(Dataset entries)
=====
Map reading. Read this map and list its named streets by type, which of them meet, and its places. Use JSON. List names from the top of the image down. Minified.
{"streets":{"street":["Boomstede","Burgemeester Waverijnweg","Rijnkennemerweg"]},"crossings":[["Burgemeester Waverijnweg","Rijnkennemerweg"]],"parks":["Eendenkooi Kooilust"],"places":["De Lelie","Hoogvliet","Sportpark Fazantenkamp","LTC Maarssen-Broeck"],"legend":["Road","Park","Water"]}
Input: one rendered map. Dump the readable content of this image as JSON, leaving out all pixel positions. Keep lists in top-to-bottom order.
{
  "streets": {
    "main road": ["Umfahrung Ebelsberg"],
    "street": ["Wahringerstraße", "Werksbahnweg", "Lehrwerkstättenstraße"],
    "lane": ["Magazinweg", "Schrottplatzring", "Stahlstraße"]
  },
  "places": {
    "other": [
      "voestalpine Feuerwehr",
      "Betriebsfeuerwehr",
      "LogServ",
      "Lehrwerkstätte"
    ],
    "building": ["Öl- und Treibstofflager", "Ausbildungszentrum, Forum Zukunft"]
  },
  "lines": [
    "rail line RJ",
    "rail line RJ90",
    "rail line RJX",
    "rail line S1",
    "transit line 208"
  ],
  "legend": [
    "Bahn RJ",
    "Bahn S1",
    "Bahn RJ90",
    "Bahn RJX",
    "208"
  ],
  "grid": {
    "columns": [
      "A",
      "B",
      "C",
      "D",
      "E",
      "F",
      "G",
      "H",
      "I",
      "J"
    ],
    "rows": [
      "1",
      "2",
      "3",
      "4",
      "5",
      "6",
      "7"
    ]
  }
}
=====
### Problem to solve
Set down all of the entries again, keeping every line exactly as it is.

### Solution
Map reading. Read this map and list its named streets by type, which of them meet, and its places. Use JSON. List names from the top of the image down. Minified.
{"streets":{"street":["Boomstede","Burgemeester Waverijnweg","Rijnkennemerweg"]},"crossings":[["Burgemeester Waverijnweg","Rijnkennemerweg"]],"parks":["Eendenkooi Kooilust"],"places":["De Lelie","Hoogvliet","Sportpark Fazantenkamp","LTC Maarssen-Broeck"],"legend":["Road","Park","Water"]}
Input: one rendered map. Dump the readable content of this image as JSON, leaving out all pixel positions. Keep lists in top-to-bottom order.
{
  "streets": {
    "main road": ["Umfahrung Ebelsberg"],
    "street": ["Wahringerstraße", "Werksbahnweg", "Lehrwerkstättenstraße"],
    "lane": ["Magazinweg", "Schrottplatzring", "Stahlstraße"]
  },
  "places": {
    "other": [
      "voestalpine Feuerwehr",
      "Betriebsfeuerwehr",
      "LogServ",
      "Lehrwerkstätte"
    ],
    "building": ["Öl- und Treibstofflager", "Ausbildungszentrum, Forum Zukunft"]
  },
  "lines": [
    "rail line RJ",
    "rail line RJ90",
    "rail line RJX",
    "rail line S1",
    "transit line 208"
  ],
  "legend": [
    "Bahn RJ",
    "Bahn S1",
    "Bahn RJ90",
    "Bahn RJX",
    "208"
  ],
  "grid": {
    "columns": [
      "A",
      "B",
      "C",
      "D",
      "E",
      "F",
      "G",
      "H",
      "I",
      "J"
    ],
    "rows": [
      "1",
      "2",
      "3",
      "4",
      "5",
      "6",
      "7"
    ]
  }
}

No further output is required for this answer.